Adaleti hayatın kendinde aramak boşuna,
Kimileri işte böyle gölge insanlar olur.
En küçük, en masum detayları,
Gölgelerin karanlığında kaybolur.
(Taner Demir, 29 Haziran 2019)
ÇOCUKLUK ARKADAŞIM

Geçenlerde rastladım ona. Çocukluk arkadaşıma… Ne kadar da çok olmuş görüşmeyeli, ne kadar özlemişim… Oysa ki hiç ayrılmayız sanmıştım birbirimizden. Hep beraber gezer, dolaşır, kendimizi yapışık ikizler sayardık. Hele elektrik kesintilerinin sık olduğu o yıllarda, gaz lambasının ışığında ne oyunlar oynardık. Bir hayli değişmiş, kilo almış. Zaman, kattığı olgunluğun yanında onu bir hayli hırpalamış. Geçen yıllar ona da aynı acımasızlığı yapmış ama en azından bana yaptığının tersine, saçlarına tek bir beyaz kondurmamış. Geçmişten gelen samimiyetle, bir kafeye geçmeye ihtiyaç duymadık. Hemen oradaki bir duvarın üstüne oturup, sohbete daldık. Tıpkı çocukluğumuzda kaçış yerimiz olan o incir ağacının altındaki duvarda oturur gibi omuz omuza, yan yanaydık. Sonradan edinilen arkadaşlıklardaki güvensizlik ve yapmacıklıklardan uzak, kalbimizi birbirine açtık. Ne de olsa biz, çocukluk arkadaşıydık… Beraber birer sigara yaktık.
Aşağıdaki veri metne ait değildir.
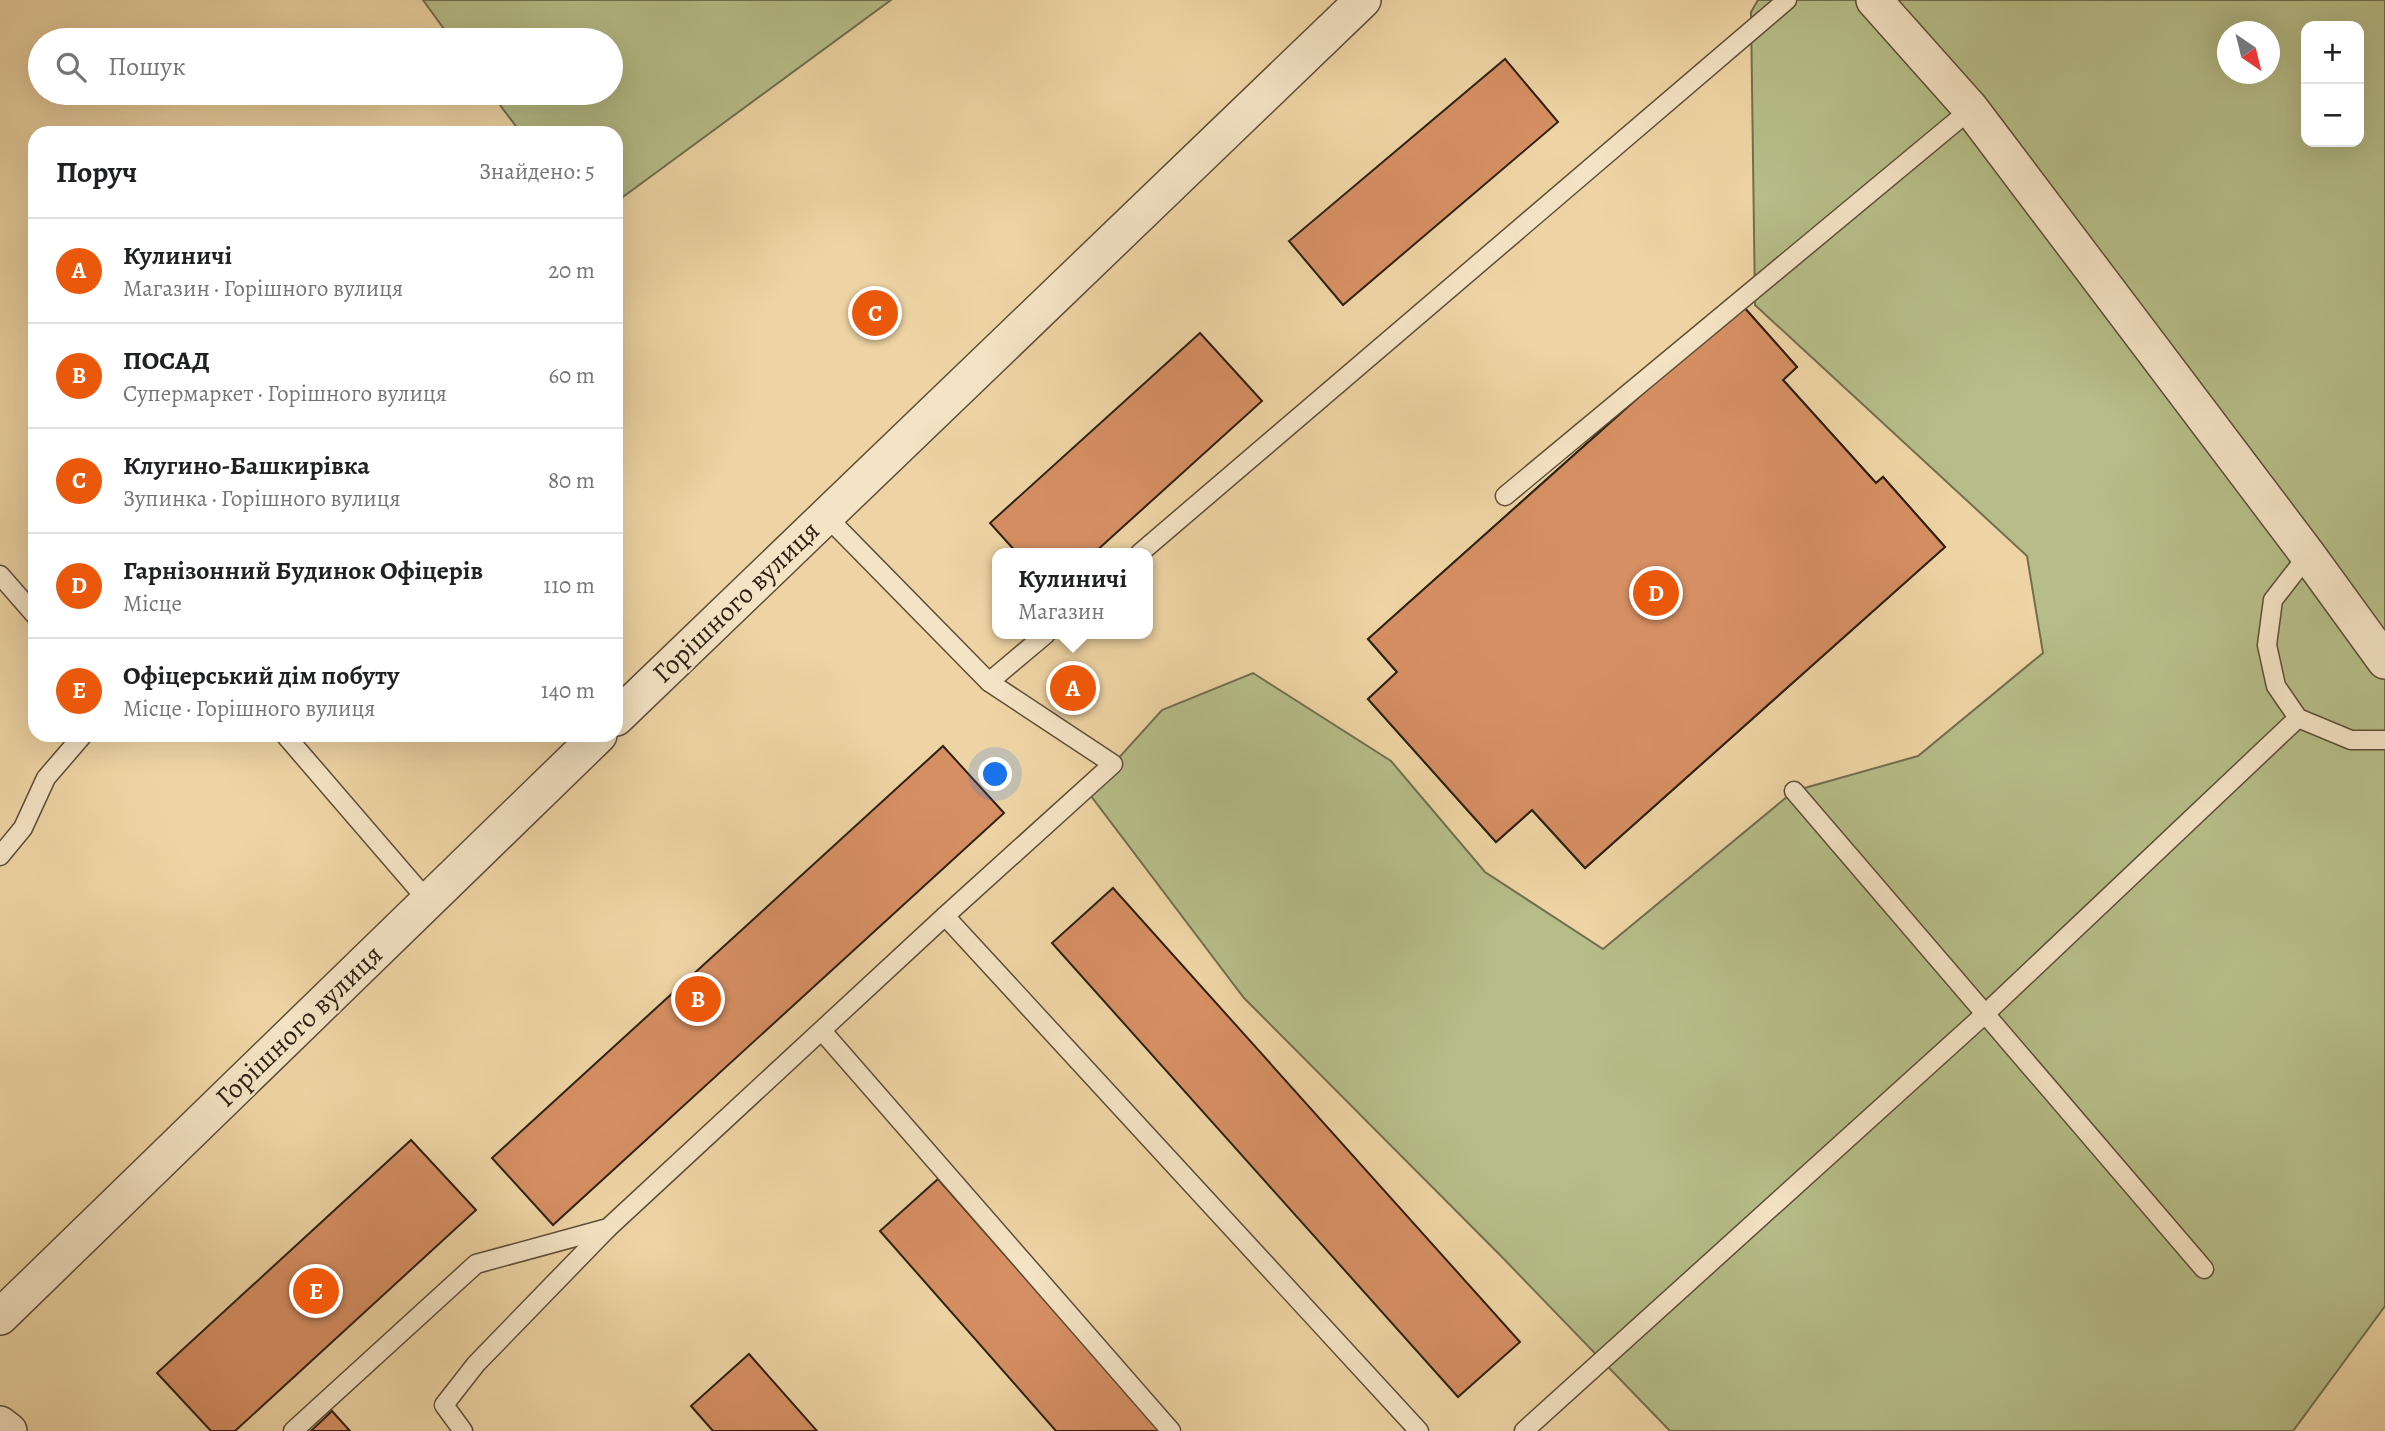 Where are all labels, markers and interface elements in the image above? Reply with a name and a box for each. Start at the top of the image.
north arrow [2217,21,2280,84]
map controls [2301,21,2364,147]
button: + [2301,21,2364,84]
search box [28,28,623,105]
icon: search [52,48,90,86]
text: Пошук [108,49,186,84]
button: − [2301,84,2364,147]
text: Поруч [56,152,137,192]
text: Знайдено: 5 [479,156,595,187]
text: Кулиничі [123,238,232,273]
text: A [72,255,86,286]
text: 20 m [548,255,595,286]
text: Магазин · Горішного вулиця [123,273,403,304]
pin: C [852,287,898,339]
text: ПОСАД [123,343,210,378]
text: B [72,360,86,391]
text: 60 m [548,360,595,391]
text: Супермаркет · Горішного вулиця [123,378,447,409]
text: Клугино-Башкирівка [123,448,370,483]
text: C [72,465,86,496]
text: 80 m [548,465,595,496]
text: Зупинка · Горішного вулиця [123,483,401,514]
street label: Горішного вулиця [644,512,828,692]
popup [992,548,1153,639]
text: Гарнізонний Будинок Офіцерів [123,553,483,588]
text: Кулиничі [1018,561,1127,596]
pin: D [1633,567,1679,619]
text: D [71,570,87,601]
text: 110 m [543,570,595,601]
text: Місце [123,588,182,619]
text: Магазин [1018,596,1105,627]
text: Офіцерський дім побуту [123,658,400,693]
pin: A [1050,662,1096,714]
text: E [72,675,86,706]
text: 140 m [541,675,595,706]
text: Місце · Горішного вулиця [123,693,375,724]
your location [978,757,1012,791]
street label: Горішного вулиця [207,936,391,1116]
pin: B [675,973,721,1025]
pin: E [293,1265,339,1317]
O da üniversitede başlamış…
Sigaraların dumanında o yılları andık. Daha çok ben konuştum, o dinledi. Oldum olası yapısı hep böyle sakin, sessizdi. Ayrılma zamanı geldiğinde, ikimiz de arkadaşlığımıza verdiğimiz aranın mahcupluğu içinde birbirimize sarıldık. En kısa zamanda buluşmak sözüyle, birbirimizden ayrıldık. Uzaklaşırken ara ara birbirimize dönüp, kalabalıklar arasında kayboluşumuza baktık. Çocukluğumun en iyi oyun arkadaşı, gölgem, biz ne iyi arkadaştık.
(Taner Demir, 18 Temmuz 2019)
Yazı ve fotoğraflarınız için çok teşekkür ederiz Özcan bey.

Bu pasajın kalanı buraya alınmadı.